[Collected data]
::::::::

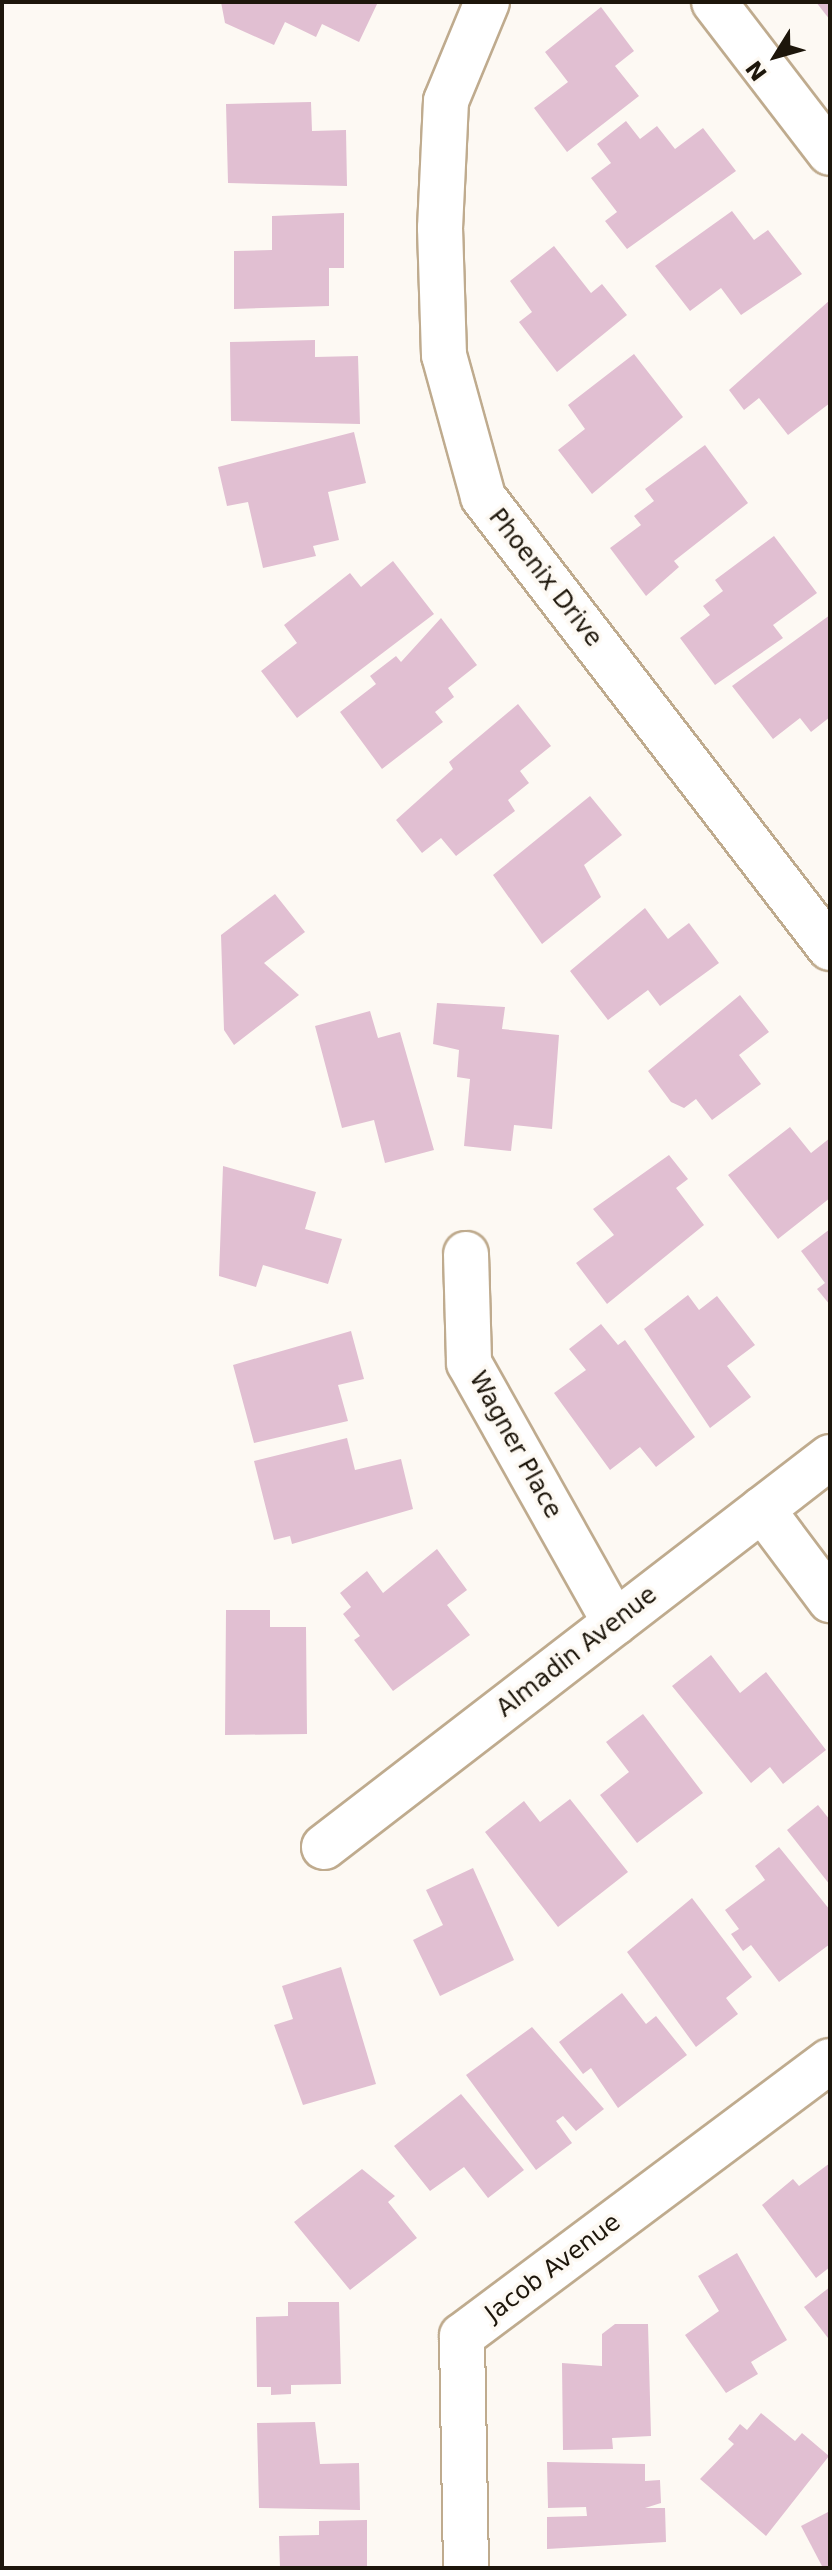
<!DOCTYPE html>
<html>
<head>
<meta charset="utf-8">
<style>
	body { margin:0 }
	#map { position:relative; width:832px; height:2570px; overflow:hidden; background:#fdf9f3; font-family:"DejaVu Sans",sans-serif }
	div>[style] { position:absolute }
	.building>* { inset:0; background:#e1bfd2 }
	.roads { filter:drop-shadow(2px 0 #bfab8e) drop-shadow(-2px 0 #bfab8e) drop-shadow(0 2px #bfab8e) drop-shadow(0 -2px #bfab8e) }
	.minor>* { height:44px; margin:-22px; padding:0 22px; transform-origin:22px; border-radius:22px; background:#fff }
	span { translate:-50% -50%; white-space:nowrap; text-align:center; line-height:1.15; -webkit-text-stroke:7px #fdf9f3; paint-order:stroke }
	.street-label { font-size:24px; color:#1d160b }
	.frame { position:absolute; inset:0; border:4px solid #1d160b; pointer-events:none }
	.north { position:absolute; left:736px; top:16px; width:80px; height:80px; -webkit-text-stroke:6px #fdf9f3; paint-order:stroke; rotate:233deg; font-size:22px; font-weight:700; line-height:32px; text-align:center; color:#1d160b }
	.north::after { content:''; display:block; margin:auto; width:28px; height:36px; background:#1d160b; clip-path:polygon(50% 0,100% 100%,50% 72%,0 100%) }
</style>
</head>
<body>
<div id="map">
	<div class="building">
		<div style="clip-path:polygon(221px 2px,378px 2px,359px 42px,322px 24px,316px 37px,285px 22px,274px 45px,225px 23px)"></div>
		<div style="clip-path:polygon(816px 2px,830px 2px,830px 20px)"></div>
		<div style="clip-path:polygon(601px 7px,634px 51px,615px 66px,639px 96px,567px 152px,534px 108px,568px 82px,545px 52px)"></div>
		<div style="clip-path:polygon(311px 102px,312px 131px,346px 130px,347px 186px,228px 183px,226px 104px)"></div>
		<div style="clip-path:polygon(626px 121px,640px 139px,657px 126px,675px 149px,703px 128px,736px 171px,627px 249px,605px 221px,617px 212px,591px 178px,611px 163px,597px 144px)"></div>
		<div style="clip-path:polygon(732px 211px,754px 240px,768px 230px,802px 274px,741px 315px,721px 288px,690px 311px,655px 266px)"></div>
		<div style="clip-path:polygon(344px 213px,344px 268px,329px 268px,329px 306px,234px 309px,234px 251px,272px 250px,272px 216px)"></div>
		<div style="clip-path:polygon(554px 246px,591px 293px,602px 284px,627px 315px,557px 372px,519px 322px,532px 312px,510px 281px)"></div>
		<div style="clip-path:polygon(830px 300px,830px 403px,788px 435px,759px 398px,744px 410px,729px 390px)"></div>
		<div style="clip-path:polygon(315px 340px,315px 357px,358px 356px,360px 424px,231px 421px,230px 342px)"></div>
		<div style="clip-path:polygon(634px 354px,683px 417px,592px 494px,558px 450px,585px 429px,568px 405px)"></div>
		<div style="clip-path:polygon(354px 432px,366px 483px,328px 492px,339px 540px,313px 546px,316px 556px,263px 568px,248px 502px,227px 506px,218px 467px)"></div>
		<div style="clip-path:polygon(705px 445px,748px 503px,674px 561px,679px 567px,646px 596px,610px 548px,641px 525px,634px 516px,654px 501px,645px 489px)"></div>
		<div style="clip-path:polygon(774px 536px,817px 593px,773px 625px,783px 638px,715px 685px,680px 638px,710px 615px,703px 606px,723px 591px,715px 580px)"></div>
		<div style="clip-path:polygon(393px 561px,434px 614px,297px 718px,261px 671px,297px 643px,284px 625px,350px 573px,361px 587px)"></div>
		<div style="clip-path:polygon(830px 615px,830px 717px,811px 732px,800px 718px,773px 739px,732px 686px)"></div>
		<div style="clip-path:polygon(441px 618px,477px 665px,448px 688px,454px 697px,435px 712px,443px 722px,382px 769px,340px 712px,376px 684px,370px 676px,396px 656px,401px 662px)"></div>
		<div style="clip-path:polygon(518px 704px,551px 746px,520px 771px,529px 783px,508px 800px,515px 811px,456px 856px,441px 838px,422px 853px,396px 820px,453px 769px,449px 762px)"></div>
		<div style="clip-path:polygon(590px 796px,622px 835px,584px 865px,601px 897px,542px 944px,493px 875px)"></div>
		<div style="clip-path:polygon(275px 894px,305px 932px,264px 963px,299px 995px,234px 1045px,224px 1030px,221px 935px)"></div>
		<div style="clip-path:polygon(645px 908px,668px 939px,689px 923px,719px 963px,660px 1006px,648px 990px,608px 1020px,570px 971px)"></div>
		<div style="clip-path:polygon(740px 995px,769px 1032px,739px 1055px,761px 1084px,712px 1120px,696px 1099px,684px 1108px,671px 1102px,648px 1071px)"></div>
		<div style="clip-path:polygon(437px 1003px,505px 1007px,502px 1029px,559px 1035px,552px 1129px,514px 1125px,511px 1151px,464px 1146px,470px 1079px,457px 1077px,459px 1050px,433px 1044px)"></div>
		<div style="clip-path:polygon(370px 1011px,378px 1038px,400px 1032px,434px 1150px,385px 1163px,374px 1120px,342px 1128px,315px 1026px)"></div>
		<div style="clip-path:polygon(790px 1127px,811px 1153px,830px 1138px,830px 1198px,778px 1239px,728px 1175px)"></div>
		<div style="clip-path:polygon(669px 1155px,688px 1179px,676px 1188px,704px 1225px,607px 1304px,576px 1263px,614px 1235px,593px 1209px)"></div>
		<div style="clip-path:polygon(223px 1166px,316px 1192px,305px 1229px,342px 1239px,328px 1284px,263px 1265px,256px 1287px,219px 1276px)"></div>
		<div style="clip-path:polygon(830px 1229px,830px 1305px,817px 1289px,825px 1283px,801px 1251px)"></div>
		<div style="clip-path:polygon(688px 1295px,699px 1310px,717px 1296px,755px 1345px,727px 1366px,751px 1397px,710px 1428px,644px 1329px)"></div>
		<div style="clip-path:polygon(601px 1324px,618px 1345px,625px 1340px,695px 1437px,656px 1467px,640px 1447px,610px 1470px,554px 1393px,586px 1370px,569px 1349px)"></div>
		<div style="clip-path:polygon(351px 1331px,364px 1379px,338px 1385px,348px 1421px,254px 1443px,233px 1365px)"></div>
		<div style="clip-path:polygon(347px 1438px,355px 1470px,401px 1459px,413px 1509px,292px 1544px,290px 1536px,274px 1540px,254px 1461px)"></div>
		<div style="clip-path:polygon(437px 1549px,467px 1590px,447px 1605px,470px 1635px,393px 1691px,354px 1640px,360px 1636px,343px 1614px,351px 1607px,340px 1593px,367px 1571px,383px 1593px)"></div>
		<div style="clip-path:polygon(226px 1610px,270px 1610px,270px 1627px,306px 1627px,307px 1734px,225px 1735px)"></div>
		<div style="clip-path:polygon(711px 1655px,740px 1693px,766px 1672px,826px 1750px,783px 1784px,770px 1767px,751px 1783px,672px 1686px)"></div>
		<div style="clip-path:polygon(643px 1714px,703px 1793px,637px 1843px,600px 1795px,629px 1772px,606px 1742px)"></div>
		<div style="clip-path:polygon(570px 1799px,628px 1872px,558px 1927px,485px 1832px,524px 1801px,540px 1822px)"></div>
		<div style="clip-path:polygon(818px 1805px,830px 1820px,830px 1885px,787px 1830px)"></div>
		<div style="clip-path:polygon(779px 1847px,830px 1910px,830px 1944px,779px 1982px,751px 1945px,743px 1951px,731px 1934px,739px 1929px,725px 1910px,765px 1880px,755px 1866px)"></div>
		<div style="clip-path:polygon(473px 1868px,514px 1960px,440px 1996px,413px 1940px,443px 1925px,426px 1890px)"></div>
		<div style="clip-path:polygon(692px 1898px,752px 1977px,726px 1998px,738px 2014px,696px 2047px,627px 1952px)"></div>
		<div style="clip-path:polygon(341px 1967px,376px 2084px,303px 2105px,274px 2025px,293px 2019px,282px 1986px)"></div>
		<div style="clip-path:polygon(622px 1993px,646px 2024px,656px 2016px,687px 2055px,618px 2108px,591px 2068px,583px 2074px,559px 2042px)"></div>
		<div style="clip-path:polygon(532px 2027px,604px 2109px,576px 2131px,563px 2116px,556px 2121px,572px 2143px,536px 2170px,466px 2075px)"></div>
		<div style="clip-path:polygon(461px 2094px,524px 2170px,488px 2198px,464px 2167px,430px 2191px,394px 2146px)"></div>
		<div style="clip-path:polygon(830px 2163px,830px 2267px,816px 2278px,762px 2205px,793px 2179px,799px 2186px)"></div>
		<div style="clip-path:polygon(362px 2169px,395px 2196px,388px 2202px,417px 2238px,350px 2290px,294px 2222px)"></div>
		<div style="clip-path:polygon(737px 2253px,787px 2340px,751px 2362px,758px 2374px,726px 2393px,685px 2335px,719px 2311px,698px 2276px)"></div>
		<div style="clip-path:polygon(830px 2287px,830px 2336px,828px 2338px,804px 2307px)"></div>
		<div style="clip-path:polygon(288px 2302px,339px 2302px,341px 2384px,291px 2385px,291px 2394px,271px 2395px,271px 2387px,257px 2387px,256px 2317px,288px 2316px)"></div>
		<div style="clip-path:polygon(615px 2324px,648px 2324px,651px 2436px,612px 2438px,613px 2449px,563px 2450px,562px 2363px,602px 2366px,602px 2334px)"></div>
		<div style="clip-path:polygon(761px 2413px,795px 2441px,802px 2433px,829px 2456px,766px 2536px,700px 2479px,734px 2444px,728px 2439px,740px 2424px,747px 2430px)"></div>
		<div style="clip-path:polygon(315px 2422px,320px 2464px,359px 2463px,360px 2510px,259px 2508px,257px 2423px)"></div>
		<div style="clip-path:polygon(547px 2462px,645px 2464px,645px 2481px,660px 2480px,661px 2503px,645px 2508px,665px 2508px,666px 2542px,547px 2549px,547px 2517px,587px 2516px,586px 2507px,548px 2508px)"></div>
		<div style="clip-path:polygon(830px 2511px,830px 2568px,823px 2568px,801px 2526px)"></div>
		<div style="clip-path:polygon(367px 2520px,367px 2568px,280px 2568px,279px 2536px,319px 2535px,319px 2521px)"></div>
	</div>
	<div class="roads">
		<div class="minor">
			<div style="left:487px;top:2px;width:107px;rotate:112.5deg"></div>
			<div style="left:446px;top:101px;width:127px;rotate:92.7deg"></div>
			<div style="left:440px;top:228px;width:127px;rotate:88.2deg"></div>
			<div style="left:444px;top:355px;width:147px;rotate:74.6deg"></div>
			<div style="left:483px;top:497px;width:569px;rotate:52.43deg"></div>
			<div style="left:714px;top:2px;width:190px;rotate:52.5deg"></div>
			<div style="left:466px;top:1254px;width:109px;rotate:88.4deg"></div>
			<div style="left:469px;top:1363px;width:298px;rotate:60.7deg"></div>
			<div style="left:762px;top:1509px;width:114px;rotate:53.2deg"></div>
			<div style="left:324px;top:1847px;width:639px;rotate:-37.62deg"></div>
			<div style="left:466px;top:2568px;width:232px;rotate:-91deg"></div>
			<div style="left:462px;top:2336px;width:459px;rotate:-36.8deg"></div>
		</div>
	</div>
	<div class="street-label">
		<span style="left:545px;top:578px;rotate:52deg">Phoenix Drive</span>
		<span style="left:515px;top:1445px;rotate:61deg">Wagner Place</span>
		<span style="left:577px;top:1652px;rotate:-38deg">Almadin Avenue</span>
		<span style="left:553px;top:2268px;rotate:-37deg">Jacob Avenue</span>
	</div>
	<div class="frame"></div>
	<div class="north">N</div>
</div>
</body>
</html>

::::::::

Work request ->
Exact repeat, pictures omitted: give every line from the top of the records down to and including the line with "translate:-50% -50%; white-space:nowrap;".

Written response ->
<!DOCTYPE html>
<html>
<head>
<meta charset="utf-8">
<style>
	body { margin:0 }
	#map { position:relative; width:832px; height:2570px; overflow:hidden; background:#fdf9f3; font-family:"DejaVu Sans",sans-serif }
	div>[style] { position:absolute }
	.building>* { inset:0; background:#e1bfd2 }
	.roads { filter:drop-shadow(2px 0 #bfab8e) drop-shadow(-2px 0 #bfab8e) drop-shadow(0 2px #bfab8e) drop-shadow(0 -2px #bfab8e) }
	.minor>* { height:44px; margin:-22px; padding:0 22px; transform-origin:22px; border-radius:22px; background:#fff }
	span { translate:-50% -50%; white-space:nowrap; text-align:center; line-height:1.15; -webkit-text-stroke:7px #fdf9f3; paint-order:stroke }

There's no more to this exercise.